When should a PM research first instead of adding more events?
A practical rule I like is this:
When your team can describe very clearly what is happening, but can only explain why through three or more plausible competing stories, it is probably time to add research.
For instance:
- retention is down, but you cannot tell whether the issue is weak value, poor acquisition quality, or mistimed reminders
- activation is weak, but you cannot tell whether TTFV is too long, the promise is vague, or new users simply do not know what to do next
- one segment underperforms, but you cannot tell whether its context is different, its needs are different, or the workflow does not fit how that group actually works
At that point, more instrumentation may not rescue you. What you may be missing is not resolution, but an interpretive frame.
But not every problem calls for interviews
This matters because teams can become just as superstitious about user research as they are about dashboards.
There are a few situations where I would not start with research.
1. Your data quality is not stable yet
If tracking is broken, denominators are unclear, events are delayed, or identities are mangled, interviews can become a substitute for fixing your measurement layer.
Research will not repair an instrumentation bug.
2. The issue is obviously a technical or operational failure
If payment errors spike after a release, a form-validation rule is broken, or crash rate jumps on one device class, debug first. Research later, if needed.
3. The real shortage is commitment, not information
Some teams are not stuck because they do not know.
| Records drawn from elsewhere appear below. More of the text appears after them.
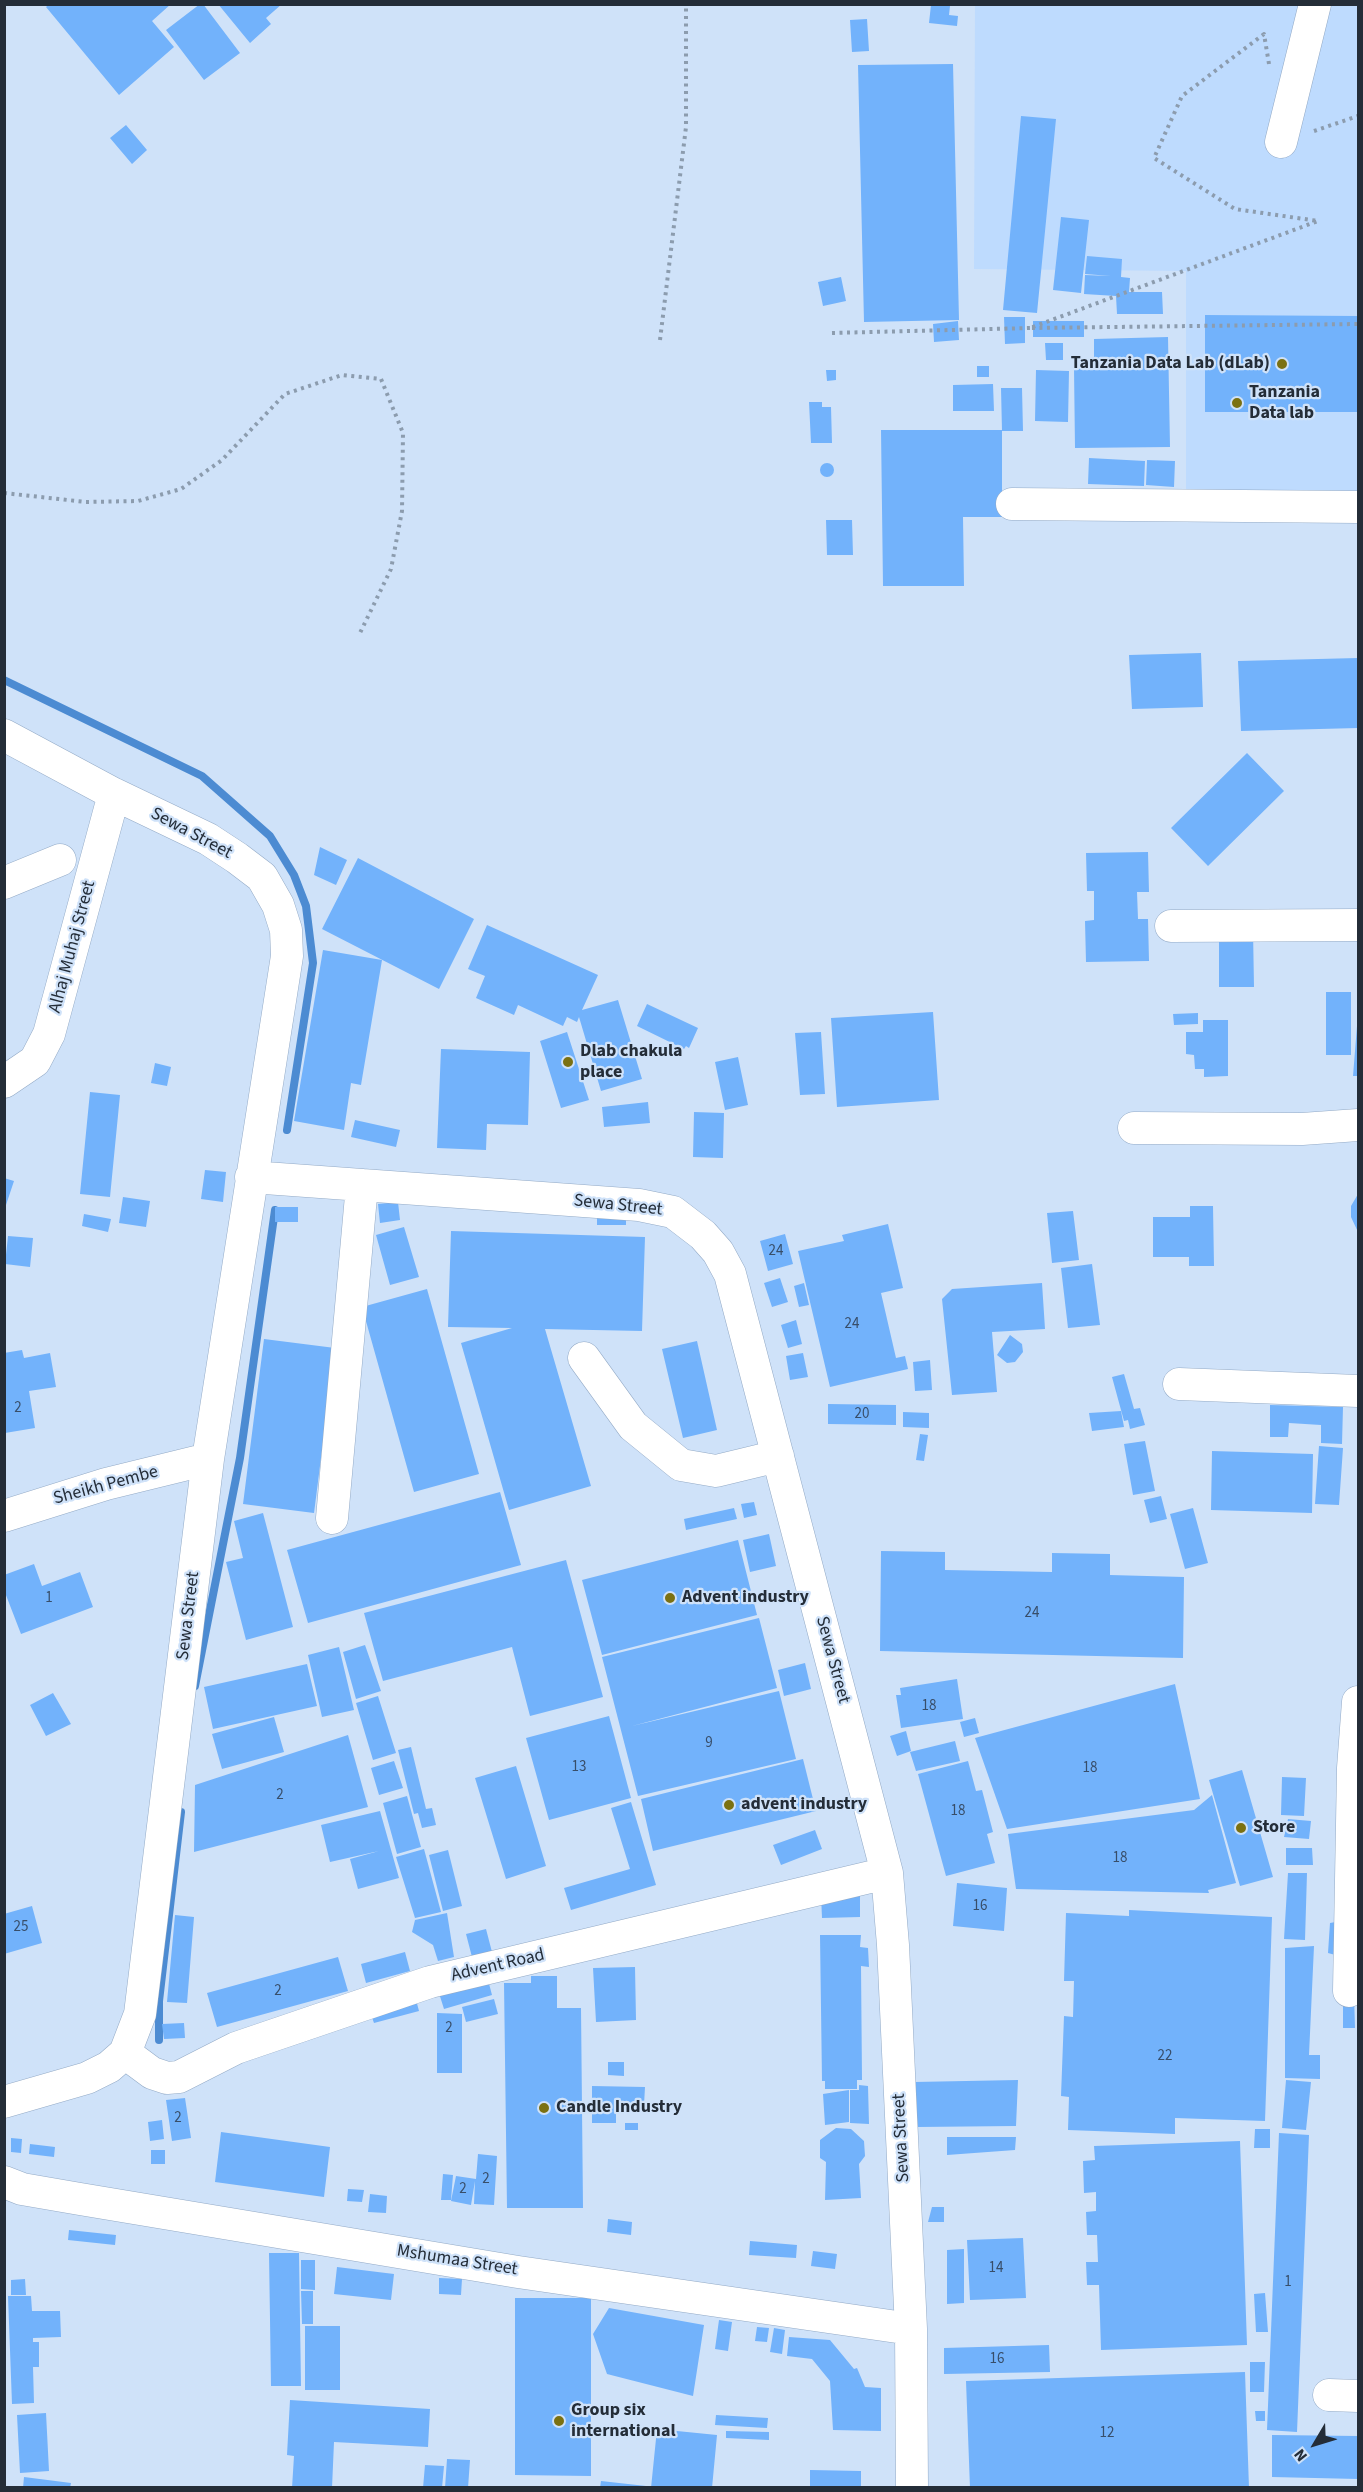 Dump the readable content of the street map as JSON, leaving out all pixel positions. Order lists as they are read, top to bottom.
{
  "streets": {
    "street": [
      "Sewa Street",
      "Alhaj Muhaj Street",
      "Sheikh Pembe",
      "Advent Road",
      "Mshumaa Street"
    ]
  },
  "crossings": [
    ["Sewa Street", "Alhaj Muhaj Street"],
    ["Sewa Street", "Sheikh Pembe"],
    ["Sewa Street", "Advent Road"],
    ["Sewa Street", "Mshumaa Street"]
  ],
  "places": [
    "Tanzania Data Lab (dLab)",
    "Tanzania Data lab",
    "Dlab chakula place",
    "Advent industry",
    "advent industry",
    "Store",
    "Candle Industry",
    "Group six international"
  ],
  "house_numbers": [
    "24",
    "24",
    "2",
    "20",
    "1",
    "24",
    "18",
    "9",
    "13",
    "18",
    "2",
    "18",
    "18",
    "16",
    "25",
    "2",
    "2",
    "22",
    "2",
    "2",
    "2",
    "14",
    "1",
    "16",
    "12"
  ],
  "north": "bottom left"
}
They are stuck because they do not want to make a hard decision.
Perhaps everyone already knows the free tier is too generous, the empty state is too empty, or the trial lacks a proper handoff. No one simply wants to own the call.
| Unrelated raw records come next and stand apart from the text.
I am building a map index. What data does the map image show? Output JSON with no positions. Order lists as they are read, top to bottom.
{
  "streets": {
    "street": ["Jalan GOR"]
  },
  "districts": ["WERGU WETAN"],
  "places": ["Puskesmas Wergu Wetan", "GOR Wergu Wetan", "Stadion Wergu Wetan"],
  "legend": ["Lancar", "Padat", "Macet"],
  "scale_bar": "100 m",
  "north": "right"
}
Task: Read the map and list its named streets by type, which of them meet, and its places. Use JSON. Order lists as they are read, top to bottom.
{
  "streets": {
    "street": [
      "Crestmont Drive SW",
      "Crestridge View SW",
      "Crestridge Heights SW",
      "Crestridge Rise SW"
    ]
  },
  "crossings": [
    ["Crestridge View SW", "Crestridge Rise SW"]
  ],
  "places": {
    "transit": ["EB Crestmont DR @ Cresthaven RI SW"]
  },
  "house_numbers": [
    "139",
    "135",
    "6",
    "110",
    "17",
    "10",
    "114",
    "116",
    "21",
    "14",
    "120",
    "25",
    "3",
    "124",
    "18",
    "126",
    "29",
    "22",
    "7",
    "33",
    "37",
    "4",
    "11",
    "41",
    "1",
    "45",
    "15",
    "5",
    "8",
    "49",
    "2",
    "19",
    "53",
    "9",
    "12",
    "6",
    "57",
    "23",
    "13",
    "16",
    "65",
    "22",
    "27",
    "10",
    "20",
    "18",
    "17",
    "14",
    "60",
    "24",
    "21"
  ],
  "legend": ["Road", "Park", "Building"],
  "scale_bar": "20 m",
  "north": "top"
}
In that situation, another round of interviews can become a very elegant delay tactic.
Put research back into the PM workflow
The more useful way to position user research is this:
Analytics should help you find anomalies, patterns, and segments. Research should help you recover meaning, context, and decision logic.
In practice, the flow often looks like this:
- use analytics to find where the drop is, who is dropping, and when
- write down the most plausible competing hypotheses
- decide which of those can only be separated by listening to users or seeing the work in context
- run interviews, a field study, a diary study, or a usability session
- feed the findings back into better tracking, clearer funnel definitions, sharper messaging, and stronger hypotheses
That keeps research from becoming a parallel side activity. It becomes part of the same decision system.
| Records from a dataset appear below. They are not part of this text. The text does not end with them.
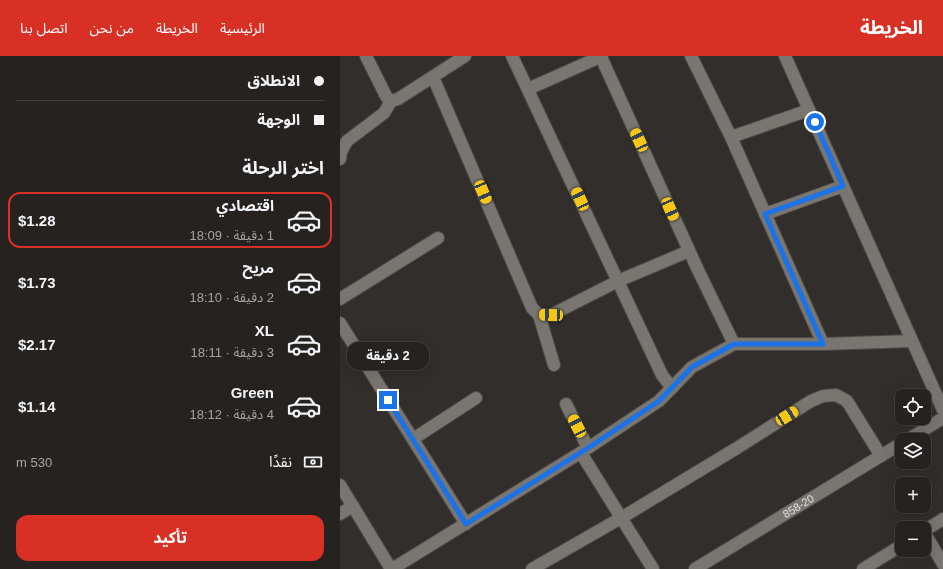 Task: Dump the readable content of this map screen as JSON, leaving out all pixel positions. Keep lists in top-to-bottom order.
{
  "streets": {
    "street": ["858-20"]
  },
  "page": {
    "header": "الخريطة",
    "nav": [
      "الرئيسية",
      "الخريطة",
      "من نحن",
      "اتصل بنا"
    ],
    "banner": ["الانطلاق", "الوجهة"],
    "heading": "اختر الرحلة",
    "list": [
      {
        "name": "اقتصادي",
        "note": "1 دقيقة · 18:09",
        "value": "$1.28"
      },
      {
        "name": "مريح",
        "note": "2 دقيقة · 18:10",
        "value": "$1.73"
      },
      {
        "name": "XL",
        "note": "3 دقيقة · 18:11",
        "value": "$2.17"
      },
      {
        "name": "Green",
        "note": "4 دقيقة · 18:12",
        "value": "$1.14"
      }
    ],
    "bubble": "2 دقيقة",
    "map_buttons": ["+", "−"],
    "pay": ["نقدًا", "530 m"],
    "buttons": "تأكيد"
  }
}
A more practical warning for PMs
Many PMs are not anti-research. They are wary of research that feels slow, soft, and hard to connect to the roadmap.
That concern is fair. When research is done badly, it really does collapse into:
- over-broad questions
- a wandering discussion guide
- the wrong participants
- a few memorable quotes
- no decision attached at the end
But when it is done properly, it tends to give you exactly the layer your dashboard cannot produce on its own:
- what users think you are helping them do
- how they describe their work in their own language
- what makes them delay
- which workaround they rely on
- which frictions are truly painful and which are merely irritating
And that small missing layer often determines whether your activation, value proposition, paywall, or lifecycle work actually lands.
Where this series goes next
This opening piece is trying to settle one thing:
User research is not a substitute for data. It is what you use to patch the blind spots in data.
The next article will separate qualitative, quantitative, and mixed-methods work more carefully. Because many PMs think they are choosing between “qual” and “quant”, when the real question is closer to this:
- what exactly am I trying to learn?
- do I lack pattern or context?
- do I need scale, or do I need to untangle causes?
If that distinction is fuzzy, the rest of the series goes crooked from the first step.